In connecting pipes of these more fragile types, a flange system can be used whereby tightness is obtained with the help of flat gaskets but the strong force necessary to secure their tightening achieves at best a very rigid assembly extremely limiting the possibility of movement of the connected pipes and in fact often results in rupture of the flange. The conventional procedure used by glassblowers which consists of inserting tight cylindroconical mouthpieces and, exemplarily, a polytetrafluorethylene gasket is likewise unsatisfactory because of the high rigidity of the resulting system.

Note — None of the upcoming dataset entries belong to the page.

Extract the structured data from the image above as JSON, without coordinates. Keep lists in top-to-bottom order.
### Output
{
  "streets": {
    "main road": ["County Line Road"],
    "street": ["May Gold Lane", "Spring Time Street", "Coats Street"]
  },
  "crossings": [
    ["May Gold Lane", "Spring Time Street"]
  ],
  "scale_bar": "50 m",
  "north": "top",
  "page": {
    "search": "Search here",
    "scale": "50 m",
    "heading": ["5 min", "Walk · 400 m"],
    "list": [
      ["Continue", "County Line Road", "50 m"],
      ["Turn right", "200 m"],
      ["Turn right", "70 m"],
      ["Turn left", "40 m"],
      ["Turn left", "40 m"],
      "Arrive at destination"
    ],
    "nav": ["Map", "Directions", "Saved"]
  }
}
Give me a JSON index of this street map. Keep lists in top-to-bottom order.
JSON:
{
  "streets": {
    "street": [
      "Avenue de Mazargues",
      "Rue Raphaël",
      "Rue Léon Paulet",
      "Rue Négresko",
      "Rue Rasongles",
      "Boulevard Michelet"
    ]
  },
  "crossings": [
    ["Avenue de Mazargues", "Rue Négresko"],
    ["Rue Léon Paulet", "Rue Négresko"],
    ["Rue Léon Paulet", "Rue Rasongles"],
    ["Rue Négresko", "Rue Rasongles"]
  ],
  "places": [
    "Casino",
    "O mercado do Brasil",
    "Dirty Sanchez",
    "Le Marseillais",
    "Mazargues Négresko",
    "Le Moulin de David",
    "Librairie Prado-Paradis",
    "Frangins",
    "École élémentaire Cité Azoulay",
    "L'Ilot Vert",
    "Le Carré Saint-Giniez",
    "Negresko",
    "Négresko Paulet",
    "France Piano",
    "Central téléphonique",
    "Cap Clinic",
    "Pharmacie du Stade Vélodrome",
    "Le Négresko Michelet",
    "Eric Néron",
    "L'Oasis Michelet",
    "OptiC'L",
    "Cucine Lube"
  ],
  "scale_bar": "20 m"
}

The need for an improved connecting device is particularly urgent in the design of plant-scale equipment for carrying out photochemical reactions. Such equipment involves reactors fabricated of metal containing liquid and/or gaseous reactants, usually under pressure which are caused to react under the influence of light. This light, exemplarily ultra-violet light, is supplied by submerging into the reactors a plurality of transparent pipes, exemplarily of glass or quartz, which contain sources of light radiation.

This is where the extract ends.